**TRY IT:** Wherever a line holds the word "content", copy that line from the data.

**MATERIAL FOR THIS EXERCISE:**
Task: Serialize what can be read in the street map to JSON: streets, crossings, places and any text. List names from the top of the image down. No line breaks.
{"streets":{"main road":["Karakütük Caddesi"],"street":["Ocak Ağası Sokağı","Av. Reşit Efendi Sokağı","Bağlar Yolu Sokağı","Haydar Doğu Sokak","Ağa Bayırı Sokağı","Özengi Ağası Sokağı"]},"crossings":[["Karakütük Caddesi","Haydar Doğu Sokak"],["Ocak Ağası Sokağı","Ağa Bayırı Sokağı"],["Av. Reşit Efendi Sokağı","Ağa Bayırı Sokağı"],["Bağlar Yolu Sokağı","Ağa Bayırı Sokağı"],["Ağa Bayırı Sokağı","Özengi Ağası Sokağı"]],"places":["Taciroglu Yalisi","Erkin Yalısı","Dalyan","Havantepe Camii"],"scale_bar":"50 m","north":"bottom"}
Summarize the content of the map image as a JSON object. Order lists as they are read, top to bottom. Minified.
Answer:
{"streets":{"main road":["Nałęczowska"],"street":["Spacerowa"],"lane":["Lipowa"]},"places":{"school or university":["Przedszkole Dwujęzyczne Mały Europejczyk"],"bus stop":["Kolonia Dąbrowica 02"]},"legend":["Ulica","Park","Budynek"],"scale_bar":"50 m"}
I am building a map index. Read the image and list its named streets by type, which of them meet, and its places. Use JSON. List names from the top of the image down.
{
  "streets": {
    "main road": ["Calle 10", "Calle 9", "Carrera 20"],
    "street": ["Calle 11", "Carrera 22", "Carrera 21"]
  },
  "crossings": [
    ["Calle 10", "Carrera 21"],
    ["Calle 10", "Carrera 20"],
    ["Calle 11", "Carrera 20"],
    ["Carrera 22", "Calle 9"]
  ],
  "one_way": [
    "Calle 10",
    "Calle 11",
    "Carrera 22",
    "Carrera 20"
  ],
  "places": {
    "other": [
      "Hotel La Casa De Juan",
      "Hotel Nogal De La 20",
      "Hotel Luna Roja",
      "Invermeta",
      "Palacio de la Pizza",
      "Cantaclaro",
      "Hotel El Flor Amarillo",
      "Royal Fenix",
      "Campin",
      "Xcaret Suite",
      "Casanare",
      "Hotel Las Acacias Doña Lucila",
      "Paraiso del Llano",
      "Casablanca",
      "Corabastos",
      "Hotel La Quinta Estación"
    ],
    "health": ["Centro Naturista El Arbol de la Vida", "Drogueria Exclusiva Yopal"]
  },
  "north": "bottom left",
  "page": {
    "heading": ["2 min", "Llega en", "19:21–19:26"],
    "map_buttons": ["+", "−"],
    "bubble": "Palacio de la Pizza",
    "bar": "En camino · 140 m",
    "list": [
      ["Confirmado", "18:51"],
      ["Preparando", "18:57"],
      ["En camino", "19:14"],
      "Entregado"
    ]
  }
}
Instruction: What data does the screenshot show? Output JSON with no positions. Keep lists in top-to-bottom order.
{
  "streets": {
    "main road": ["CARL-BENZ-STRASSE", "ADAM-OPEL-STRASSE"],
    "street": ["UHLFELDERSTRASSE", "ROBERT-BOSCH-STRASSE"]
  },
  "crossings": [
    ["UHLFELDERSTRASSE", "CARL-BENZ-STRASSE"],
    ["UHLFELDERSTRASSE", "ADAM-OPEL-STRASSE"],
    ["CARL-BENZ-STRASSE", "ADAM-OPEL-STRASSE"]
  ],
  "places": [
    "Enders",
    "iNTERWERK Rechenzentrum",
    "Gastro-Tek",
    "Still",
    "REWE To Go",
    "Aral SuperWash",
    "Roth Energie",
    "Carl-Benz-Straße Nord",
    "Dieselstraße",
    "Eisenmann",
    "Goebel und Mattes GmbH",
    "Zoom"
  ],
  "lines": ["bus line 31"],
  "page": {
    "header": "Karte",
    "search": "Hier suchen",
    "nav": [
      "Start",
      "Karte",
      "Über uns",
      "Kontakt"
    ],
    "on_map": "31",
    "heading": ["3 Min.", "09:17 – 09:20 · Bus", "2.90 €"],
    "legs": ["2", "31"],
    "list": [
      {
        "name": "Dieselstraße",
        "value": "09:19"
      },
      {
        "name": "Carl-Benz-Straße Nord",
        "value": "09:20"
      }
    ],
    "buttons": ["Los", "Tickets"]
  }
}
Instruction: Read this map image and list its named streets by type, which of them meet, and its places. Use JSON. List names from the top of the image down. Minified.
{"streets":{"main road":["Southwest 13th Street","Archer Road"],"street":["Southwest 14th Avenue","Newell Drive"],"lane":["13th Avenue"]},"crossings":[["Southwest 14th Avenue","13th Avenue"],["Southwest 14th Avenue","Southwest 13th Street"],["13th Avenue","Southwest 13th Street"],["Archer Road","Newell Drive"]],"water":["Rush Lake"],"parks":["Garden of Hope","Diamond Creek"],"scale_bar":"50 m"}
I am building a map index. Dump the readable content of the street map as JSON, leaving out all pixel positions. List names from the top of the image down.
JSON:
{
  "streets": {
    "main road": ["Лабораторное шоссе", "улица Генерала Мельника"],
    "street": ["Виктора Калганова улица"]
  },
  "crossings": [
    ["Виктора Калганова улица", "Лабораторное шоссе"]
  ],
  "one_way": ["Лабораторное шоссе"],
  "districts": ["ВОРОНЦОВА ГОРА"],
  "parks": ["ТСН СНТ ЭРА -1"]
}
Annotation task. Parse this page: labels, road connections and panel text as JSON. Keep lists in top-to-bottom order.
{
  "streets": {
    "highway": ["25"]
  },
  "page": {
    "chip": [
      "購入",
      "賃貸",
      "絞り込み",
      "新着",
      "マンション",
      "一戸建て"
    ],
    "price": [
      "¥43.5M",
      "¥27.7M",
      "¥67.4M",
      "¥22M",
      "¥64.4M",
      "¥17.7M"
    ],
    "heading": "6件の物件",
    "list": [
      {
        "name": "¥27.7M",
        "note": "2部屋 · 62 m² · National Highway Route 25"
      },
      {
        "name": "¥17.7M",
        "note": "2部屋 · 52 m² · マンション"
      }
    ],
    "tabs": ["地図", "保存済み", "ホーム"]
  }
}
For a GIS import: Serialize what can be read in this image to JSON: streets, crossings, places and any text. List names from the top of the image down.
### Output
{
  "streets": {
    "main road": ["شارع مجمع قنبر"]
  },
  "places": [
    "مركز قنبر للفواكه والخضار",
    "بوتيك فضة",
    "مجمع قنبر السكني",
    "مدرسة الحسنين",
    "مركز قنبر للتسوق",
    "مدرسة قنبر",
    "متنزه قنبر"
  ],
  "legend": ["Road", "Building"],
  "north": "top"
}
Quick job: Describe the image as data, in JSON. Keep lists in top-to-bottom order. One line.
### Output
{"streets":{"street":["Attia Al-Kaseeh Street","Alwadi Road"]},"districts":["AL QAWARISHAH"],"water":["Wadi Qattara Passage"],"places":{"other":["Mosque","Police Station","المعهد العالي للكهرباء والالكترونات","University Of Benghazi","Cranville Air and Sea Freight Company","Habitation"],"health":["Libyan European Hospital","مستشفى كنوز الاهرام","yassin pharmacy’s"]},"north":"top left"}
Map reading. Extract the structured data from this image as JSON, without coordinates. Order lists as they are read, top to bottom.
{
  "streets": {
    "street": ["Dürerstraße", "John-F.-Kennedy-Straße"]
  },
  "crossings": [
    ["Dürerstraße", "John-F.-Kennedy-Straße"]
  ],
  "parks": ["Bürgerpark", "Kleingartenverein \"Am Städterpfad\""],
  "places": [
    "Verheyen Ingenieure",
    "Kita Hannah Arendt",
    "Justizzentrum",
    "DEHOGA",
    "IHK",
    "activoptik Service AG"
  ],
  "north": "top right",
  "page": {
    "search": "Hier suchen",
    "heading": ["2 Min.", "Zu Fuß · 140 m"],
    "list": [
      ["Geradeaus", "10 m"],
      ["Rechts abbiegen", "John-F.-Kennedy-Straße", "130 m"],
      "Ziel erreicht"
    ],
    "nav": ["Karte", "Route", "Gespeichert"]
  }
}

**OUTPUT BELOW:**
Summarize the content of the map image as a JSON object. Order lists as they are read, top to bottom. Minified.
I am building a map index. Dump the readable content of the street map as JSON, leaving out all pixel positions. List names from the top of the image down.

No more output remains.